I have lived recently in France, and have found their health care to be excellent, efficient, and accessible — both as someone who was inside (while I was living there) and outside (when I was researching there) the system. [As the letter writer in IV. Above], I have excellent insurance here in the States, and have few complaints personally. However, I watch my students (many of whom come from depressed areas of Michigan) without insurance, and find it horrific that — in a country that is better off than many — there are many with no access. In Canada (where I was born, and well taken care of) and in France, this would never be the case.

VIII. Conclusion:

If you have read to this point, thank you.

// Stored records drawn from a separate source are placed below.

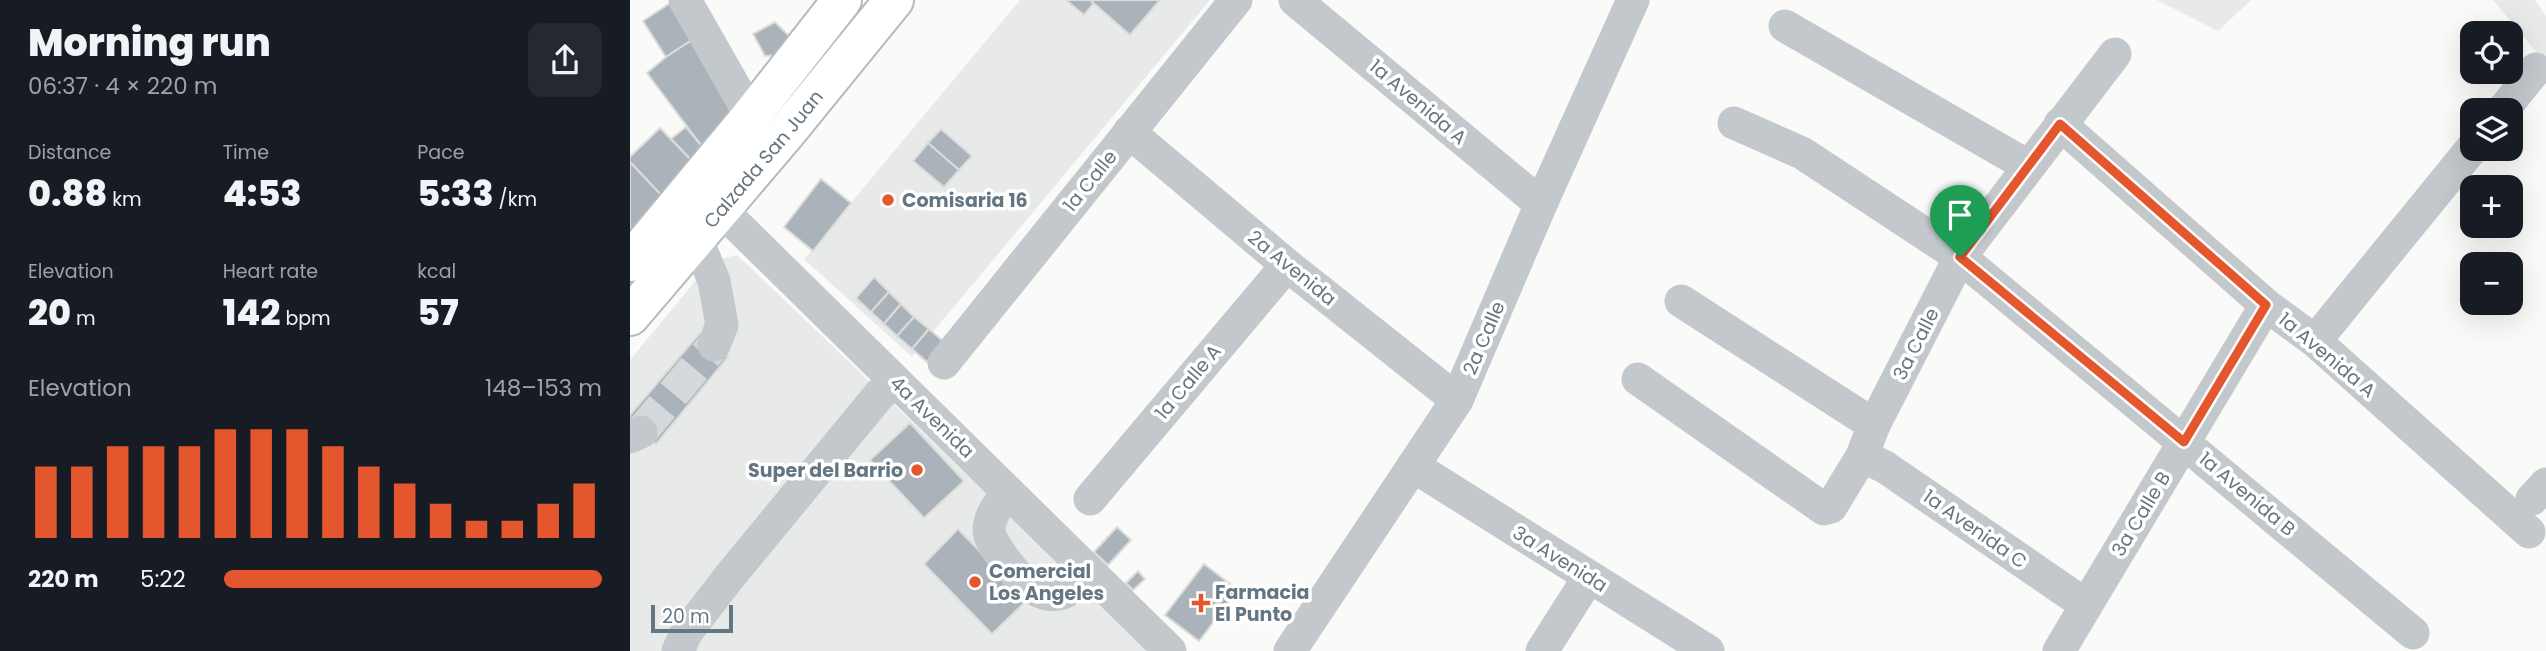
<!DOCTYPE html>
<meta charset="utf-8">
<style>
body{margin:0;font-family:Poppins,sans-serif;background:#242831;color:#f1f3f6;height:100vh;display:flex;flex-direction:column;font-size:26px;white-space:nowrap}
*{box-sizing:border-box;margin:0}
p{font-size:23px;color:#9ea1a6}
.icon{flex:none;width:38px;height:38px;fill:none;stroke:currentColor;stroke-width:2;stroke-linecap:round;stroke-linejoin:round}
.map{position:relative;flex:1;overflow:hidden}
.sheet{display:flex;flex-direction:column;background:#171b24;width:630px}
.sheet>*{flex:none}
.controls{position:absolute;left:1830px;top:21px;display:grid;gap:14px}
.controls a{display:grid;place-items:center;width:63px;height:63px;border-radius:14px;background:#171b24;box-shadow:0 7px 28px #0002;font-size:35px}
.scale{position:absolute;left:21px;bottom:18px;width:82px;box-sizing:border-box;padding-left:7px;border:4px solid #657683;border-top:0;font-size:19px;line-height:24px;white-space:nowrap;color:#657683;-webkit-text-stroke:5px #fff;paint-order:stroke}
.pin{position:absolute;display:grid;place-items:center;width:60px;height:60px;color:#fff;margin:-72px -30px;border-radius:50% 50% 50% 0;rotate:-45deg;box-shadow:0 0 7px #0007}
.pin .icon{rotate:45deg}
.round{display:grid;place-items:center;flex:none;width:74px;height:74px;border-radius:14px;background:#242831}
.summary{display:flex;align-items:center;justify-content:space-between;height:119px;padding:0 28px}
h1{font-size:38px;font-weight:800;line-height:52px}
.metrics{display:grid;grid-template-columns:repeat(3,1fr);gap:10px;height:119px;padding:7px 28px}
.metrics div{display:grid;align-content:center}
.metrics b{font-size:35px;font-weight:800}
.metrics small{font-size:19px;font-weight:400}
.metrics p{font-size:19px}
.chart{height:196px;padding:14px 28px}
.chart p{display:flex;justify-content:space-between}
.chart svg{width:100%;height:126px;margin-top:7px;stroke:#e4572e;stroke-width:6}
ul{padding:0 28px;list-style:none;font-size:23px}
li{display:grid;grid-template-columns:112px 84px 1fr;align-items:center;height:52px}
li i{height:18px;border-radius:9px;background:#e4572e}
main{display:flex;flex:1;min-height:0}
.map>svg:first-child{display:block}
.built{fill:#e8e9e9}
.building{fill:#aab3b9;stroke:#dcdcda;stroke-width:2}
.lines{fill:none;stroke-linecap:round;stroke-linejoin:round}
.minor-tunnel{stroke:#d5d9db;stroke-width:33;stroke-dasharray:33 17;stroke-linecap:butt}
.major-casing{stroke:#b5babe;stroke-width:42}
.minor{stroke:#c3c8cc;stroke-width:33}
.major{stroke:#fff;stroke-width:38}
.route-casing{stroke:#fff;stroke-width:14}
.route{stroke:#e4572e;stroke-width:9}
.poi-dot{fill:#e4572e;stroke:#fff;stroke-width:2.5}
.labels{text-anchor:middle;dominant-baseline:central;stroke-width:7;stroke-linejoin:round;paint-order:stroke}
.street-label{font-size:19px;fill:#657683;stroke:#fff}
.poi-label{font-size:19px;font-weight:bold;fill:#657683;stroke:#fff;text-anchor:start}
</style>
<main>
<section class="sheet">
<div class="summary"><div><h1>Morning run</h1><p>06:37 · 4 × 220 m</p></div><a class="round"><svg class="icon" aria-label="share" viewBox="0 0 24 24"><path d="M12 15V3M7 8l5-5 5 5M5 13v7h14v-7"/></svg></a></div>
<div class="metrics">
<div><p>Distance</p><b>0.88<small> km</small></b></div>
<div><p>Time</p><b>4:53</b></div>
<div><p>Pace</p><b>5:33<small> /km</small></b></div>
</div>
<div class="metrics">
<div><p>Elevation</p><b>20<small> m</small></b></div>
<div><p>Heart rate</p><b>142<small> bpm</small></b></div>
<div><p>kcal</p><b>57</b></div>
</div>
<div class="chart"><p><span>Elevation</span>148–153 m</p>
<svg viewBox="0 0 160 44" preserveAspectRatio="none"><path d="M5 44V19M15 44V19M25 44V12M35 44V12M45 44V12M55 44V6M65 44V6M75 44V6M85 44V12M95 44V19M105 44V25M115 44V32M125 44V38M135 44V38M145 44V32M155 44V25"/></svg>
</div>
<ul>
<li><b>220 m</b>5:22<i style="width:100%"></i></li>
</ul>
</section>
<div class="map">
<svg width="1916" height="651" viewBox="0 0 1916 651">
<rect width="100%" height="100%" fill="#fafaf8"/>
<g class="built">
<polygon points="390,0 580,0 282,357 174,259"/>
<polygon points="1527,0 1621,0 1588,31"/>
<polygon points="1863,0 1905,0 1916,16 1916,64"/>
<polygon points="107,255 522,651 0,651 0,360 82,261"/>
</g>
<g class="building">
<polygon points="45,0 68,36 36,57 13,21"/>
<polygon points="436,0 460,0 464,3 454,15"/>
<polygon points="460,0 530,0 500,35"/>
<polygon points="145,22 163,40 149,55 135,56 123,34"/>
<polygon points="68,36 105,111 77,153 17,73 36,57"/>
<polygon points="56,127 77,153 66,165 41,139"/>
<polygon points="30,128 66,165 33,197 0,162 0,157"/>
<polygon points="311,129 342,156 329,170 298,143"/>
<polygon points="298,143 329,170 314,187 283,161"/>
<polygon points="0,162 33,197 0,232"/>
<polygon points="191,179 221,203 183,251 154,227"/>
<polygon points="244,277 259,292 241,312 226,298"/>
<polygon points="259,292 271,304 254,324 241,312"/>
<polygon points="271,304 284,317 267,336 254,324"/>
<polygon points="284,317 299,329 282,349 267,336"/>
<polygon points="299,329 314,342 297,362 282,349"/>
<polygon points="70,333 98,357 26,444 0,423 0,415"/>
<polygon points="280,423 334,481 294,518 240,460"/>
<polygon points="487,527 501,540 478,565 464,552"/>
<polygon points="328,529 397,600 362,634 294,564"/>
<polygon points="574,564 608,590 569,641 535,615"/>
<polygon points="508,571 515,579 503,590 496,583"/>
</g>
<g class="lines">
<polyline class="minor-tunnel" points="11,432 84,345"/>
<g class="major-casing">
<g id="major">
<polyline points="0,262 121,116 212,0"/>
<path id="s1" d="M0 316 155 134 264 0"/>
</g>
</g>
<g class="minor">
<polyline points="55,0 121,116"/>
<polyline points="665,0 911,204"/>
<polyline points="1155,26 1398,166"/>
<polyline points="1873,110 1906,69"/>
<polyline points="1104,123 1172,153 1330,257 1783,633"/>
<polyline points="1430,124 1636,305 1685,341 1899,532"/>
<polyline points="499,132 657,265 827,400"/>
<polyline points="72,191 540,651"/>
<polyline points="66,238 84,281 92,325 84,345"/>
<polyline points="1051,301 1244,425"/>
<polyline points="1685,341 1843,147"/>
<polyline points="314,363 606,0"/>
<polyline points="1008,379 1194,509 1201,507 1232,456 1244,425 1330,257 1485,54"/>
<polyline points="0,437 11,432"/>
<polyline points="1232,456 1255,467 1456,605"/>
<polyline points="783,466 1078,651"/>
<path d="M378 492C369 504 359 516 359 531 360 545 390 581 402 588 411 593 423 597 433 593 442 589 451 578 459 572"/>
<polyline points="460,499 657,265"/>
<polyline points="1902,499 1916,484"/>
<polyline points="48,651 56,633 100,576 250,394 265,381"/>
<polyline points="660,651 827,400 911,204 1003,0"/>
<polyline points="912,651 959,577"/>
<polyline points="1429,651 1636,305"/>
</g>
<use href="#major" class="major"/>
</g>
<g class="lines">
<g class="route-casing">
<polygon id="route" points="1430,124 1636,305 1554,442 1330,257"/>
</g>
<use href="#route" class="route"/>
</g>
<g class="poi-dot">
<circle cx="258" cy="200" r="7"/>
<circle cx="287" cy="470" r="7"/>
<circle cx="345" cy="582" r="7"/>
<path d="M567.5 592.5h7v7h7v7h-7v7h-7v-7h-7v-7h7z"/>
</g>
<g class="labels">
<g class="street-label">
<text transform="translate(788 102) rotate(40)">1a Avenida A</text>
<text stroke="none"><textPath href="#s1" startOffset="206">Calzada San Juan</textPath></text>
<text transform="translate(460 181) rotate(-51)">1a Calle</text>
<text transform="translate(662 268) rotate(39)">2a Avenida</text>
<text transform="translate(854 338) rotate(-67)">2a Calle</text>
<text transform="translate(1286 344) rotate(-63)">3a Calle</text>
<text transform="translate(1697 355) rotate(40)">1a Avenida A</text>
<text transform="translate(558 382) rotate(-50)">1a Calle A</text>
<text transform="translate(302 417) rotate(44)">4a Avenida</text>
<text transform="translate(1617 494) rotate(40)">1a Avenida B</text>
<text transform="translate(1511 514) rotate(-59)">3a Calle B</text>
<text transform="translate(1345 529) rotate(35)">1a Avenida C</text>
<text transform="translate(930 559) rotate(32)">3a Avenida</text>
</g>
<g class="poi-label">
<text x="272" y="200">Comisaria 16</text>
<text x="273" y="470" text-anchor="end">Super del Barrio</text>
<text x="359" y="571">Comercial<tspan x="359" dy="22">Los Angeles</tspan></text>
<text x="585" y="592">Farmacia<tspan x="585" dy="22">El Punto</tspan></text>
</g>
</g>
</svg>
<div class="controls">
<a><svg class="icon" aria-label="locate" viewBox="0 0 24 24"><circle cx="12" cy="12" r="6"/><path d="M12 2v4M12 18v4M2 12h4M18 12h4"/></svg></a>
<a><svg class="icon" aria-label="layers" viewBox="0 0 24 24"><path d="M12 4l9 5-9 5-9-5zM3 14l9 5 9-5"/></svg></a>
<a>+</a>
<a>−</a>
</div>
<div class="scale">20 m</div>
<div class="pin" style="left:1330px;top:257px;background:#1e9e55"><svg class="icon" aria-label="arrive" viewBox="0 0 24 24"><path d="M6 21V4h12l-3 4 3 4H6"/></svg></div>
</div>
</main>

Whatever your viewpoint, I hope we’ll stop “shouting at each other” and THINK. We need to discuss, input sensibly, treasure the truth, and come to a satisfactory conclusion for ALL Americans’ health care.

I sincerely thank the Canadians who have taken the time to give their detailed, knowledgeable, and caring input to my original question.

My intention is to forward this to everyone in my e-mail book and to my state representatives and senators. Perhaps you’ll do the same?

cla

P.S. Two other thoughts I’ve had since I originally compiled this:
1. We should all ACTUALLY READ (slow-going as it may be) the relevant House bill; I think many are reacting emotionally without having studied it at all.

2. Interestingly, some of the people and friends who are most opposed to health-care reform are teachers (who must have had some sort of “government” behind their health care, city or otherwise) and seniors who have government Medicare now.